__Saved entries__
=== Begin Enclosure ===

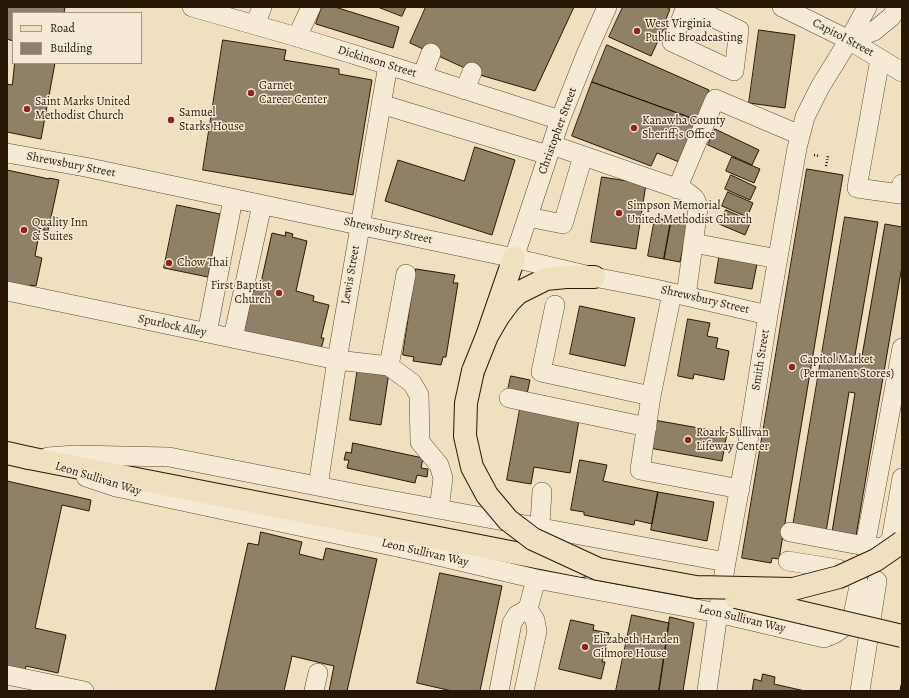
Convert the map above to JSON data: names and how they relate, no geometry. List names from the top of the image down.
{
  "streets": {
    "main road": ["Leon Sullivan Way"],
    "street": [
      "Capitol Street",
      "Dickinson Street",
      "Christopher Street",
      "Shrewsbury Street",
      "Lewis Street",
      "Spurlock Alley",
      "Smith Street"
    ]
  },
  "crossings": [
    ["Capitol Street", "Smith Street"],
    ["Dickinson Street", "Christopher Street"],
    ["Dickinson Street", "Lewis Street"],
    ["Christopher Street", "Shrewsbury Street"],
    ["Shrewsbury Street", "Lewis Street"],
    ["Shrewsbury Street", "Smith Street"],
    ["Lewis Street", "Spurlock Alley"],
    ["Lewis Street", "Leon Sullivan Way"],
    ["Smith Street", "Leon Sullivan Way"]
  ],
  "places": [
    "West Virginia Public Broadcasting",
    "Garnet Career Center",
    "Saint Marks United Methodist Church",
    "Samuel Starks House",
    "Kanawha County Sheriff's Office",
    "Simpson Memorial United Methodist Church",
    "Quality Inn & Suites",
    "Chow Thai",
    "First Baptist Church",
    "Capitol Market (Permanent Stores)",
    "Roark-Sullivan Lifeway Center",
    "Elizabeth Harden Gilmore House"
  ],
  "legend": ["Road", "Building"]
}
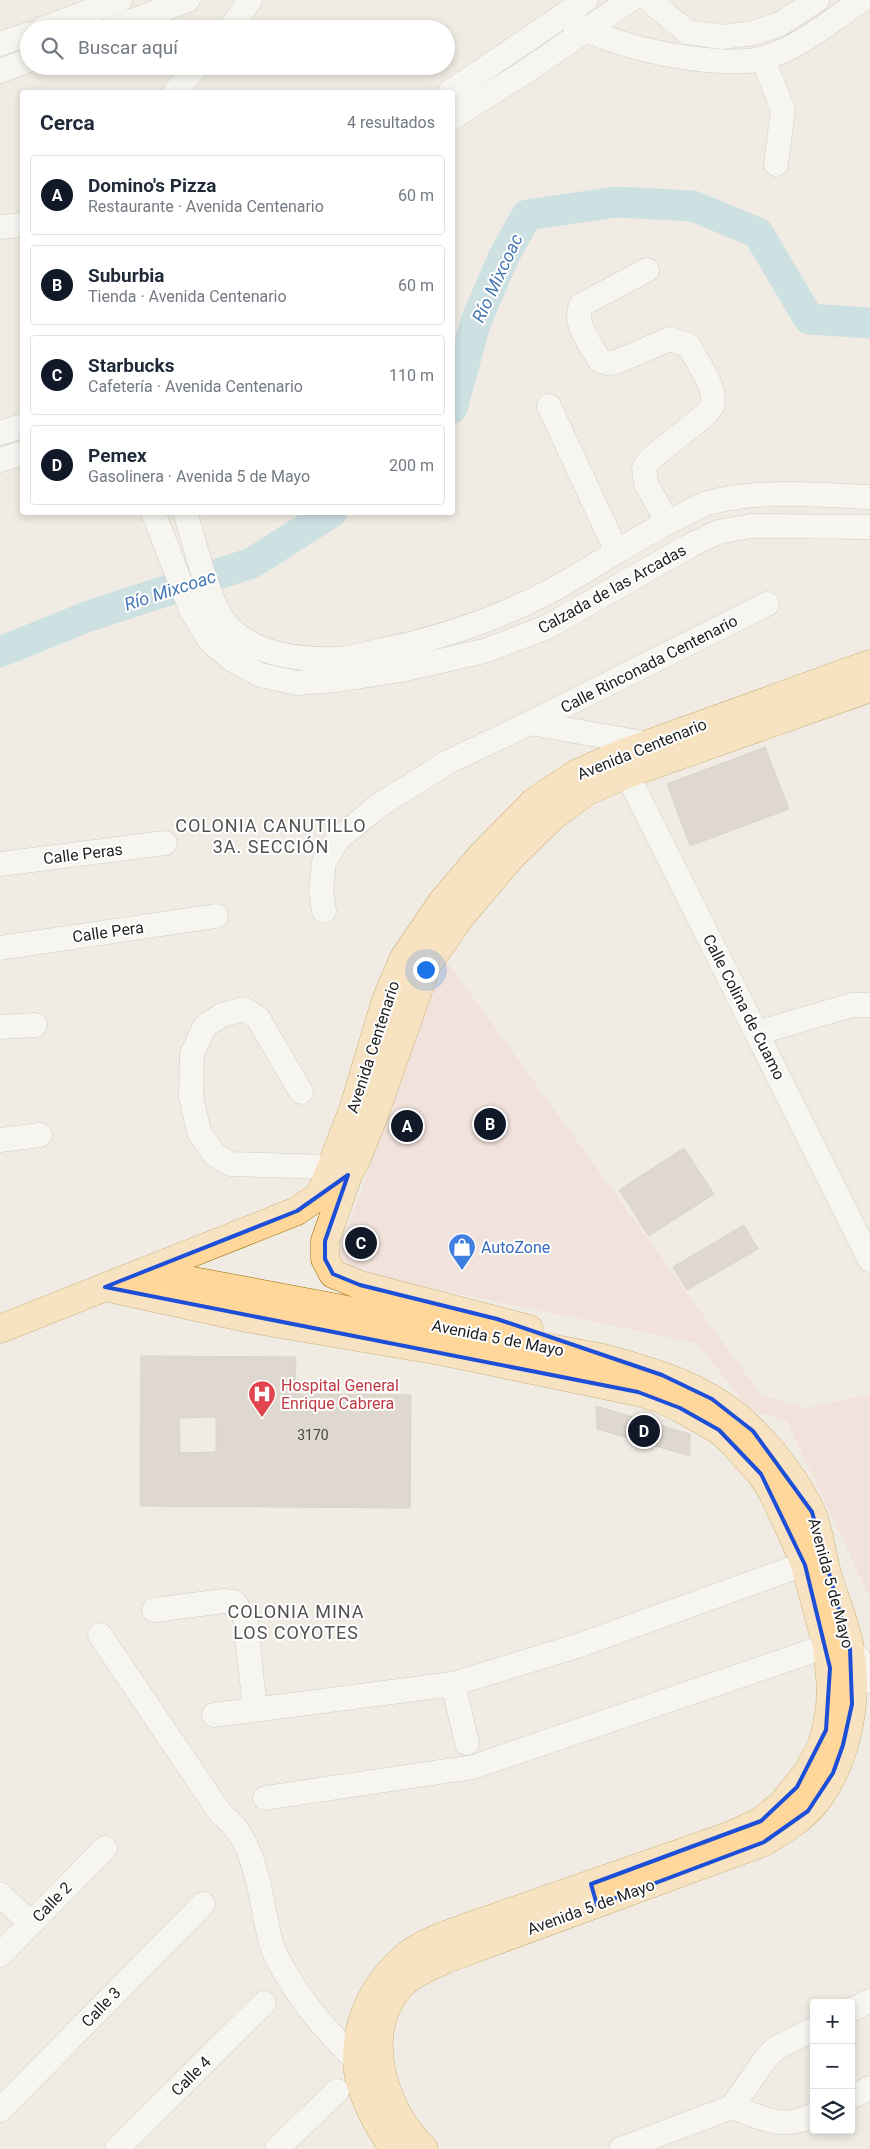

=== End Enclosure ===

__Problem description__
Copy the records exactly as they appear, leaving every picture out.

__Task solution__
Convert the map above to JSON data: names and how they relate, no geometry. List names from the top of the image down.
{
  "streets": {
    "main road": ["Leon Sullivan Way"],
    "street": [
      "Capitol Street",
      "Dickinson Street",
      "Christopher Street",
      "Shrewsbury Street",
      "Lewis Street",
      "Spurlock Alley",
      "Smith Street"
    ]
  },
  "crossings": [
    ["Capitol Street", "Smith Street"],
    ["Dickinson Street", "Christopher Street"],
    ["Dickinson Street", "Lewis Street"],
    ["Christopher Street", "Shrewsbury Street"],
    ["Shrewsbury Street", "Lewis Street"],
    ["Shrewsbury Street", "Smith Street"],
    ["Lewis Street", "Spurlock Alley"],
    ["Lewis Street", "Leon Sullivan Way"],
    ["Smith Street", "Leon Sullivan Way"]
  ],
  "places": [
    "West Virginia Public Broadcasting",
    "Garnet Career Center",
    "Saint Marks United Methodist Church",
    "Samuel Starks House",
    "Kanawha County Sheriff's Office",
    "Simpson Memorial United Methodist Church",
    "Quality Inn & Suites",
    "Chow Thai",
    "First Baptist Church",
    "Capitol Market (Permanent Stores)",
    "Roark-Sullivan Lifeway Center",
    "Elizabeth Harden Gilmore House"
  ],
  "legend": ["Road", "Building"]
}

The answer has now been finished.